3Заодно с Машей Мироновой в русской критике не повезло Петруше Гриневу. Он тоже – “никакой”. Белинский, например, считал его характер – “ничтожным” и “бесчувственным”. Вот уж чего-чего нельзя сказать о Петруше – “бесчувственный”. Наверное, это пошло с Митрофана Простакова из комедии Фонвизина, от которой отправляется Пушкин в истолковании Гринева. Вспомним, во что впивается первая поворотная точка романа, после которой многообещающе сказано: “Тут судьба моя переменилась”.
“Надобно знать, что для меня выписана была из Москвы географическая карта. Она висела на стене безо всякого употребления и давно соблазняла меня шириною и добротою бумаги. Я решился сделать из нее змей и, пользуясь сном Бопре, принялся за работу. Батюшка вошел в то самое время, как я прилаживал мочальный хвост к мысу Доброй Надежды”.
Проделка недоросля возмутила батюшку, и тот вместо Санкт-Петербурга послал сына в Оренбург, в противоположную, судя по географии и нравственному заданию, сторону. Но тот же эпизод послужит более внятной и основательной завязкой романа о длинном и полном невзгод путешествии Гринева ради достижения незабываемой капитанской дочки, оказавшейся для него – мысом Доброй Надежды. Приложением к географической карте станет “мочальный хвост” Пугачева со всей его растрепанной бородой мужицкого, пугачевского бунта. Знал, собака, заранее, что к чему прикрепить и приладить, чтобы получился сюжет: к идеальной и неподвижной Маше – всю сволочную, рыщущую по азиатским окраинам историю русской смуты. И карточная дама поведет офицерика вдаль – сквозь бури и преграды…
Итак, руль поставлен и направлен: мыс Доброй Надежды (мыс Бурь – первоначальное название) играет у Пушкина роль подсобной аллегории, будучи одновременно настройкой на пародию и романтику дальних странствий. Не зря кибитка Гринева напоминает корабль: “Кибитка тихо подвигалась, то въезжая на сугроб, то обрушаясь в овраг и переваливаясь то на одну, то на другую сторону. Это похоже было на плавание судна по бурному морю”.
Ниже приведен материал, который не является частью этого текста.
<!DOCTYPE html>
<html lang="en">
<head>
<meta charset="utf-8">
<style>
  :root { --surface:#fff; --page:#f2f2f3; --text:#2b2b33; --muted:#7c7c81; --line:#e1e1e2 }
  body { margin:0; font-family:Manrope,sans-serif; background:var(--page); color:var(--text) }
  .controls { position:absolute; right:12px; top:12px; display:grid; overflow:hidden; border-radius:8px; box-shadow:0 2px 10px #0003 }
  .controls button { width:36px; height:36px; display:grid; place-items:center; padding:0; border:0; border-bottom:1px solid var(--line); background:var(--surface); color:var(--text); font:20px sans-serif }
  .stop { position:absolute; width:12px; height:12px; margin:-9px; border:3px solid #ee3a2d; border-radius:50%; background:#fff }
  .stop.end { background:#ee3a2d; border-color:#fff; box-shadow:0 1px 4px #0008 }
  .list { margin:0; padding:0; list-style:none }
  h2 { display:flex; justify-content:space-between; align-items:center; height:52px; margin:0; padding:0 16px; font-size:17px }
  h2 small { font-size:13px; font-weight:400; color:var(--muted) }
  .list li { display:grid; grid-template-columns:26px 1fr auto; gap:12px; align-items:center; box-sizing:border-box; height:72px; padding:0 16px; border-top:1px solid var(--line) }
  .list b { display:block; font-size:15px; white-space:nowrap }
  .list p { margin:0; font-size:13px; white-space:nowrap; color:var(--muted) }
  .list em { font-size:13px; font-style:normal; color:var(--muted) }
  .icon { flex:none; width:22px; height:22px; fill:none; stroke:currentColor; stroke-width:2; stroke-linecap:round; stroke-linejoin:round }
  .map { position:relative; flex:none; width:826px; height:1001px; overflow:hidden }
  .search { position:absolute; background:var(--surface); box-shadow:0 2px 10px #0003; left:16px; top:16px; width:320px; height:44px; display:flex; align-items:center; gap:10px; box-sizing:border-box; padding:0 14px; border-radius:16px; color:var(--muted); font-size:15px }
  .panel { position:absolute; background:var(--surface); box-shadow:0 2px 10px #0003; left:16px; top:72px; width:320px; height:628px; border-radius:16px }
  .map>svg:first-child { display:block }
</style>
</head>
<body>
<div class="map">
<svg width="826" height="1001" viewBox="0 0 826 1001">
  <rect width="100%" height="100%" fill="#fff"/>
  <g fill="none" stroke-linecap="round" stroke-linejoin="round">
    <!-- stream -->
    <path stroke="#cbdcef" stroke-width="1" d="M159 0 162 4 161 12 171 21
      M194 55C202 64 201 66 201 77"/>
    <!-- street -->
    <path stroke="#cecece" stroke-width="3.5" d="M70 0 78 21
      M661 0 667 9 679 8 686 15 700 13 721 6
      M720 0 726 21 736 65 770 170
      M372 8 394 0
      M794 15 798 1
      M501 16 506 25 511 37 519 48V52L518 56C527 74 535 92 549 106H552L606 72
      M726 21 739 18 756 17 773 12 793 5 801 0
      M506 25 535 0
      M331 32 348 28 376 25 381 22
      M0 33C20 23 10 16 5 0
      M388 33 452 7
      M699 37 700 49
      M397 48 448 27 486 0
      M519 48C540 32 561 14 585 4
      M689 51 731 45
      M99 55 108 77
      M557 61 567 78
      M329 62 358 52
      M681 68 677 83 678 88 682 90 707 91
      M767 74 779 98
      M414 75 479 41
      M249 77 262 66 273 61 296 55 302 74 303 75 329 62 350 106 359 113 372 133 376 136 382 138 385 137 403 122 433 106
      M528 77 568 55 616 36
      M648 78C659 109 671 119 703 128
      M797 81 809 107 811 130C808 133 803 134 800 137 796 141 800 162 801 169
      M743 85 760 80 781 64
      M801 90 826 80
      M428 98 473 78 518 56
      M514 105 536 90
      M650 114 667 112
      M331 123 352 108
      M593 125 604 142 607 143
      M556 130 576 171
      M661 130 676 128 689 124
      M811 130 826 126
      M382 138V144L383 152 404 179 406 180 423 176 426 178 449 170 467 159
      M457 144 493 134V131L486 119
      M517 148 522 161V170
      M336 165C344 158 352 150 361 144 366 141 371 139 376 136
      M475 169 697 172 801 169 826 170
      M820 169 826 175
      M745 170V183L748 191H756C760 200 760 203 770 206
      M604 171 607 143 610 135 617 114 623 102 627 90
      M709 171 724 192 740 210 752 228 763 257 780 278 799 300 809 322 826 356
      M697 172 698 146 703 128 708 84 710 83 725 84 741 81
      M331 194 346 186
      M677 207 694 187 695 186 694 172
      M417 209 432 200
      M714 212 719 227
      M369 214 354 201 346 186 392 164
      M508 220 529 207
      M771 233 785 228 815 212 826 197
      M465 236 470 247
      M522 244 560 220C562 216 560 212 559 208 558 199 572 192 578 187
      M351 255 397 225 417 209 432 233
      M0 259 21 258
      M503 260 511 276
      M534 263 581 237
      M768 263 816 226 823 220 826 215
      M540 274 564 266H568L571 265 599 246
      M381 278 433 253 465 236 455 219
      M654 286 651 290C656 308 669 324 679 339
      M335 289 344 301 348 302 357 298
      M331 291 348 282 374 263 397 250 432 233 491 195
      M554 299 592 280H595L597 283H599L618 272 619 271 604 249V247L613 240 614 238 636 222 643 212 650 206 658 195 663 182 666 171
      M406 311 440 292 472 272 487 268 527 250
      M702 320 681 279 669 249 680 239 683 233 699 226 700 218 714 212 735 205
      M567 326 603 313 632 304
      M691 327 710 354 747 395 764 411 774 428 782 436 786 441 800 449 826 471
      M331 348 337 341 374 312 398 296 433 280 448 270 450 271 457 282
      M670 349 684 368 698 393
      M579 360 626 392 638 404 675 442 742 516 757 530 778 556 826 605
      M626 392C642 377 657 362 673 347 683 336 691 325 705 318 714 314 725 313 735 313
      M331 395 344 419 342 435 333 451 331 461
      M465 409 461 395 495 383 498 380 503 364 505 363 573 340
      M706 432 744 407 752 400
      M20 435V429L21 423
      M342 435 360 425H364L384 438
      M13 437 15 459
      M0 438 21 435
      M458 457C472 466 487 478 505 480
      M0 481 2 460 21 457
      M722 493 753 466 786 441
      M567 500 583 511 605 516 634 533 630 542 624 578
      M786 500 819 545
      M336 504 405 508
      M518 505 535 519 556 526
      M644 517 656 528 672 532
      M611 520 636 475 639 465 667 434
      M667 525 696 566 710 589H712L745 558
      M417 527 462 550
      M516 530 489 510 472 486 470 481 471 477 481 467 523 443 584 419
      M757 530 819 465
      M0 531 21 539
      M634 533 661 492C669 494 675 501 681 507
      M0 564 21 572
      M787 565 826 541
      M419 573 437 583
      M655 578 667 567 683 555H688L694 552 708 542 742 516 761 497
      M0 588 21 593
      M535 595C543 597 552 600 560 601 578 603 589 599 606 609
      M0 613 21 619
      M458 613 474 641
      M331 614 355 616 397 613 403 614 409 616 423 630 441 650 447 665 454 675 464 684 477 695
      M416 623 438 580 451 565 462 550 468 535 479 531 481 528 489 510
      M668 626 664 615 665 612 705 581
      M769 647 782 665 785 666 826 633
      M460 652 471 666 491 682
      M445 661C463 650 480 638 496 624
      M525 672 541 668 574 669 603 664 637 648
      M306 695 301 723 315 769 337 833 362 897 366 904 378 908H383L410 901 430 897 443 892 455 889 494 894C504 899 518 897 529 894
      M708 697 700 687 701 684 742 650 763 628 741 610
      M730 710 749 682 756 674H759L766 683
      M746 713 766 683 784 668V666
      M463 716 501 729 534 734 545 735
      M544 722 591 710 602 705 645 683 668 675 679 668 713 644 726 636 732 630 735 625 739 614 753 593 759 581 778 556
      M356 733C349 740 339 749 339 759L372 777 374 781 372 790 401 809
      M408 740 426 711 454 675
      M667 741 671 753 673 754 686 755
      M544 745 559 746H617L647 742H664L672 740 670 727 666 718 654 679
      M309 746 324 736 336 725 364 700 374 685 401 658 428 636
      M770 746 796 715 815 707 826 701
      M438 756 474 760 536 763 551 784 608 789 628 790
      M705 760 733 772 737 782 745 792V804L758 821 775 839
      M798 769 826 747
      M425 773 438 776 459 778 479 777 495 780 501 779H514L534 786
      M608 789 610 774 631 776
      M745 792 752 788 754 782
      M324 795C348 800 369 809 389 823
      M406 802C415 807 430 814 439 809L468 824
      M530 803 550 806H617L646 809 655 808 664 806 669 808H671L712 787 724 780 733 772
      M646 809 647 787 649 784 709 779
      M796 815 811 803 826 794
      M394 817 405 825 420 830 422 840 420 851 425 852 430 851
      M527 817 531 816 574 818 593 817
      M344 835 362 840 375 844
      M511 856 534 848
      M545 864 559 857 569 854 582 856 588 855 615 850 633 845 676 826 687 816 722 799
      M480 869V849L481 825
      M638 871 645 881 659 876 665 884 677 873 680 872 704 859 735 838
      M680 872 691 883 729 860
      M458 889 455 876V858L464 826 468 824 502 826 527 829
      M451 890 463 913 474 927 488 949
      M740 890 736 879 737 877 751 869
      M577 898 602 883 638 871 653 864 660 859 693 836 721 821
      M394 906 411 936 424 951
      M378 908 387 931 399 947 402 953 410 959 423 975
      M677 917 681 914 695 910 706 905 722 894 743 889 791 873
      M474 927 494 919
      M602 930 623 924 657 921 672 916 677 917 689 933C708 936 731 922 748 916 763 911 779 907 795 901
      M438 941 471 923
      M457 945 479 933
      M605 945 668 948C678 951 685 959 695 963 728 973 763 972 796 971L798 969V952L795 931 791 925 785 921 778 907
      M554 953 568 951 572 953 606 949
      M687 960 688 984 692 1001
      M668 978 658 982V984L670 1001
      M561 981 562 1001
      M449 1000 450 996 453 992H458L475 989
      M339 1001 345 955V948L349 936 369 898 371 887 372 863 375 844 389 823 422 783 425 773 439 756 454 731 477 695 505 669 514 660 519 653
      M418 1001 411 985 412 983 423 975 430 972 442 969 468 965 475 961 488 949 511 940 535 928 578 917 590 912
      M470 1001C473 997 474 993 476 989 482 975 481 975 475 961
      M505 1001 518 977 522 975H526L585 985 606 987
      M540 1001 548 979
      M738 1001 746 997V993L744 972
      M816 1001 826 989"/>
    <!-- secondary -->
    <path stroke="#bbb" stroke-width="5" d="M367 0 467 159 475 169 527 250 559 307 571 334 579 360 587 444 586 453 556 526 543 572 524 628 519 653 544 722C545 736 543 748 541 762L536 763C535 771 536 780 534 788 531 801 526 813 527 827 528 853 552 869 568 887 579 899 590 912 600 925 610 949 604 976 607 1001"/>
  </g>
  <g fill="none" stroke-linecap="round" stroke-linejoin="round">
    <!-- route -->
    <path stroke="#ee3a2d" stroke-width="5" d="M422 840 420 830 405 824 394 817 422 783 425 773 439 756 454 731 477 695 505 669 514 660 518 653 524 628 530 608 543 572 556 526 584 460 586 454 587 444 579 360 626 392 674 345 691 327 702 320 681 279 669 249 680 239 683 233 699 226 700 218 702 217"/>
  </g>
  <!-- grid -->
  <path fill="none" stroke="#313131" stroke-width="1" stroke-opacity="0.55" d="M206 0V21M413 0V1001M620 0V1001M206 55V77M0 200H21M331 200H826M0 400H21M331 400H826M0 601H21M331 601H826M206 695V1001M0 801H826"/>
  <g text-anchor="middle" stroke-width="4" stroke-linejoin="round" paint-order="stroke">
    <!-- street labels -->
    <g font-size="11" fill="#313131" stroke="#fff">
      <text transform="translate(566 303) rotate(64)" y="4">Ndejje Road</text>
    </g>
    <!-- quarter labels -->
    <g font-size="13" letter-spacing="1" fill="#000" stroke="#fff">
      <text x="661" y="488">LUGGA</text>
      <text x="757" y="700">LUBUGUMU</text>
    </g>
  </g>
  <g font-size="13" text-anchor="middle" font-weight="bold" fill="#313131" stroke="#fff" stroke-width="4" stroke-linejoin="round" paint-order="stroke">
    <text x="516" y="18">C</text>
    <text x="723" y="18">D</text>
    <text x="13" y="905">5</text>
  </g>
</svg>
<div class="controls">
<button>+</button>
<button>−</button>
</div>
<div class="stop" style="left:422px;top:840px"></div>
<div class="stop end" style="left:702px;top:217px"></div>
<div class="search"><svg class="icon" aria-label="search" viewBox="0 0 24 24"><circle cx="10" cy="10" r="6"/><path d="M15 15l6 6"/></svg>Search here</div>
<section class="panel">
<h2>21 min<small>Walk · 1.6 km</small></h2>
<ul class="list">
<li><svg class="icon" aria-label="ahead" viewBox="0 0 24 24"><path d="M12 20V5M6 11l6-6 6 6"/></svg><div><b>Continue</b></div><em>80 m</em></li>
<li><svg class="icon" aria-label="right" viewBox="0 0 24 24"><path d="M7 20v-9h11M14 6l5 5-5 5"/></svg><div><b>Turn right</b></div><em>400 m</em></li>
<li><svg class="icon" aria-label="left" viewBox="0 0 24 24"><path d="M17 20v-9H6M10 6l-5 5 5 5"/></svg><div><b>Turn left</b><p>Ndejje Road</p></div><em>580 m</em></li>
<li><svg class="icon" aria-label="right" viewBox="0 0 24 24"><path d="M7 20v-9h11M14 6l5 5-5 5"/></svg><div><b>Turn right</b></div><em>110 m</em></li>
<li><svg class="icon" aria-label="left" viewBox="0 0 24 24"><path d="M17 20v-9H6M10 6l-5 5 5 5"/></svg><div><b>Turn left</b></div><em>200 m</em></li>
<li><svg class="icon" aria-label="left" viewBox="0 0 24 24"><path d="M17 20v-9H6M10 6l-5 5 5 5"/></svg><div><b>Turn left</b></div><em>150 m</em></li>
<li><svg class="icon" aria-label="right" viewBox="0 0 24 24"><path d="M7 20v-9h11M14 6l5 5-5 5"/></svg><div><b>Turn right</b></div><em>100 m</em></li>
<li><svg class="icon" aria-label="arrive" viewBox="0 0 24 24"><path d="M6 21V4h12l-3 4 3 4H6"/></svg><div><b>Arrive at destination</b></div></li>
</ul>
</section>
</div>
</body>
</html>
А к бумажным змеям Пушкин пристрастился давно. До Гринева другой Митрофан, Иван Петрович Белкин, постиг эту механику, положил в основание “Истории села Горюхина” (1830) летопись местного дьячка, от которого он усвоил когда-то первые уроки словесности: “Сия любопытная рукопись отыскана мною у моего попа, женатого на дочери летописца. Первые листы были выдраны и употреблены детьми священника на так называемые змеи. Один из таковых упал посреди моего двора… С первых строк увидел я, что змей составлен был из летописи…”
Да и что такое летопись, в пушкинском понимании, если не рукописный змей? Из последнего сказания Пимена – о Борисе Годунове – выпорхнул самозванец. От “Истории Пугачевского бунта” отпочковалась “Капитанская дочка”. Закономерно, что Петруша Гринев, на свой страх и риск, принимается мастерить змея… Ему требуется взлететь. Над историей и над географией.
В романе Пушкина нетрудно обнаружить множество аллюзий на комедию Фонвизина. Более того, “Капитанская дочка” непроизвольно опровергает стальную назидательную конструкцию Стародума: “Мы видим все несчастные следствия дурного воспитания. Ну что для отечества может выйти из Митрофанушки, за которого невежды-родители платят еще и деньги невеждам-учителям? Сколько дворян-отцов, которые нравственное воспитание сынка своего поручают своему рабу крепостному! Лет через пятнадцать и выходят вместо одного раба двое, старый дядька да молодой барин”.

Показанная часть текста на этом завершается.